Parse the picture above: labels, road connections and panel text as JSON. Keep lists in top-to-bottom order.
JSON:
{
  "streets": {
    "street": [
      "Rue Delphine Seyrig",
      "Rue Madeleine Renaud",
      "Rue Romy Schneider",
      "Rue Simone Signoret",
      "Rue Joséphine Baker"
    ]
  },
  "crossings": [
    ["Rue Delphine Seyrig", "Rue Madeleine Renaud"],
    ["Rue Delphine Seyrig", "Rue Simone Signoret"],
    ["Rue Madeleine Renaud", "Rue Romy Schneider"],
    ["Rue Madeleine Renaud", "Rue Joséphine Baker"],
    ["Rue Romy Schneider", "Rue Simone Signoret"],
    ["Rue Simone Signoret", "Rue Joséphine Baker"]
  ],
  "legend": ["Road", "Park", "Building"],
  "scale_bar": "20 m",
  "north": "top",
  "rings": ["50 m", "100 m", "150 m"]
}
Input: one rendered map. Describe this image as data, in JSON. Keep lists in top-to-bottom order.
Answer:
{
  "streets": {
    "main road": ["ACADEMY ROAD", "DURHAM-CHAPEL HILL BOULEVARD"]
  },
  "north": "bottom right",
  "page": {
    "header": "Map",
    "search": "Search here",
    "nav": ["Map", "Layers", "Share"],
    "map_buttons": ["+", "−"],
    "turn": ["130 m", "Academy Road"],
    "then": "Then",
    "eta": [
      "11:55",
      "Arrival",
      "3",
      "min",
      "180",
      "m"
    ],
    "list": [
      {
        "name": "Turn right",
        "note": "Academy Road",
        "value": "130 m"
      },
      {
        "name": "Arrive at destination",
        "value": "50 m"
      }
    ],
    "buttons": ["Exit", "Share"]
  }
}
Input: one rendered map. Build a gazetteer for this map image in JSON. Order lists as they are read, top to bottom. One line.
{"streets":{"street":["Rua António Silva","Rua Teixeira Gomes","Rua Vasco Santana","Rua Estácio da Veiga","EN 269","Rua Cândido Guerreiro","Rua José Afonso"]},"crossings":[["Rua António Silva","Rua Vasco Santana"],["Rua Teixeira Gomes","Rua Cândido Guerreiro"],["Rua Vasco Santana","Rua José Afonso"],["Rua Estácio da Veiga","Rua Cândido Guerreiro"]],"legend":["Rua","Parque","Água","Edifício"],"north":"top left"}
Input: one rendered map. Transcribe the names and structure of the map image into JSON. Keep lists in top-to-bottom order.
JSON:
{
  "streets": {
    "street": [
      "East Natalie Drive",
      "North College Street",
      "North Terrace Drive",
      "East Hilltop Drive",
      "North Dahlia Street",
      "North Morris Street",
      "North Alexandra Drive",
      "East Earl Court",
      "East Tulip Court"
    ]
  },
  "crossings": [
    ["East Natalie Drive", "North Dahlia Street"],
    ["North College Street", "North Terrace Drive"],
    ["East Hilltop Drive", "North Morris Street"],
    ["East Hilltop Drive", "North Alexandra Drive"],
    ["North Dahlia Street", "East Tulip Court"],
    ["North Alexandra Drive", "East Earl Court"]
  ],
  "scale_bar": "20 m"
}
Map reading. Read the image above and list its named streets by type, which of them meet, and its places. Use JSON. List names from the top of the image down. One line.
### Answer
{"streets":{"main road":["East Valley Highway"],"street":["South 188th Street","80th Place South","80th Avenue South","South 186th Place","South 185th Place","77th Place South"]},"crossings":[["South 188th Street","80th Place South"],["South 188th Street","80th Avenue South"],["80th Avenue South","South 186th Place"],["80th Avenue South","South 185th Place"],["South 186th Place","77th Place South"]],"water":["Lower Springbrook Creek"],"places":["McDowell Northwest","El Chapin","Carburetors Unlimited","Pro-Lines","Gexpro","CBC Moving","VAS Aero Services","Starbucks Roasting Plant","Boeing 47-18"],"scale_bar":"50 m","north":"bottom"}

__________

◆ **What is required**
The response should consist of all the entries, reproduced word for word.

◆ **Response to the task**
Parse the picture above: labels, road connections and panel text as JSON. Keep lists in top-to-bottom order.
JSON:
{
  "streets": {
    "street": [
      "Rue Delphine Seyrig",
      "Rue Madeleine Renaud",
      "Rue Romy Schneider",
      "Rue Simone Signoret",
      "Rue Joséphine Baker"
    ]
  },
  "crossings": [
    ["Rue Delphine Seyrig", "Rue Madeleine Renaud"],
    ["Rue Delphine Seyrig", "Rue Simone Signoret"],
    ["Rue Madeleine Renaud", "Rue Romy Schneider"],
    ["Rue Madeleine Renaud", "Rue Joséphine Baker"],
    ["Rue Romy Schneider", "Rue Simone Signoret"],
    ["Rue Simone Signoret", "Rue Joséphine Baker"]
  ],
  "legend": ["Road", "Park", "Building"],
  "scale_bar": "20 m",
  "north": "top",
  "rings": ["50 m", "100 m", "150 m"]
}
Input: one rendered map. Describe this image as data, in JSON. Keep lists in top-to-bottom order.
Answer:
{
  "streets": {
    "main road": ["ACADEMY ROAD", "DURHAM-CHAPEL HILL BOULEVARD"]
  },
  "north": "bottom right",
  "page": {
    "header": "Map",
    "search": "Search here",
    "nav": ["Map", "Layers", "Share"],
    "map_buttons": ["+", "−"],
    "turn": ["130 m", "Academy Road"],
    "then": "Then",
    "eta": [
      "11:55",
      "Arrival",
      "3",
      "min",
      "180",
      "m"
    ],
    "list": [
      {
        "name": "Turn right",
        "note": "Academy Road",
        "value": "130 m"
      },
      {
        "name": "Arrive at destination",
        "value": "50 m"
      }
    ],
    "buttons": ["Exit", "Share"]
  }
}
Input: one rendered map. Build a gazetteer for this map image in JSON. Order lists as they are read, top to bottom. One line.
{"streets":{"street":["Rua António Silva","Rua Teixeira Gomes","Rua Vasco Santana","Rua Estácio da Veiga","EN 269","Rua Cândido Guerreiro","Rua José Afonso"]},"crossings":[["Rua António Silva","Rua Vasco Santana"],["Rua Teixeira Gomes","Rua Cândido Guerreiro"],["Rua Vasco Santana","Rua José Afonso"],["Rua Estácio da Veiga","Rua Cândido Guerreiro"]],"legend":["Rua","Parque","Água","Edifício"],"north":"top left"}
Input: one rendered map. Transcribe the names and structure of the map image into JSON. Keep lists in top-to-bottom order.
JSON:
{
  "streets": {
    "street": [
      "East Natalie Drive",
      "North College Street",
      "North Terrace Drive",
      "East Hilltop Drive",
      "North Dahlia Street",
      "North Morris Street",
      "North Alexandra Drive",
      "East Earl Court",
      "East Tulip Court"
    ]
  },
  "crossings": [
    ["East Natalie Drive", "North Dahlia Street"],
    ["North College Street", "North Terrace Drive"],
    ["East Hilltop Drive", "North Morris Street"],
    ["East Hilltop Drive", "North Alexandra Drive"],
    ["North Dahlia Street", "East Tulip Court"],
    ["North Alexandra Drive", "East Earl Court"]
  ],
  "scale_bar": "20 m"
}
Map reading. Read the image above and list its named streets by type, which of them meet, and its places. Use JSON. List names from the top of the image down. One line.
### Answer
{"streets":{"main road":["East Valley Highway"],"street":["South 188th Street","80th Place South","80th Avenue South","South 186th Place","South 185th Place","77th Place South"]},"crossings":[["South 188th Street","80th Place South"],["South 188th Street","80th Avenue South"],["80th Avenue South","South 186th Place"],["80th Avenue South","South 185th Place"],["South 186th Place","77th Place South"]],"water":["Lower Springbrook Creek"],"places":["McDowell Northwest","El Chapin","Carburetors Unlimited","Pro-Lines","Gexpro","CBC Moving","VAS Aero Services","Starbucks Roasting Plant","Boeing 47-18"],"scale_bar":"50 m","north":"bottom"}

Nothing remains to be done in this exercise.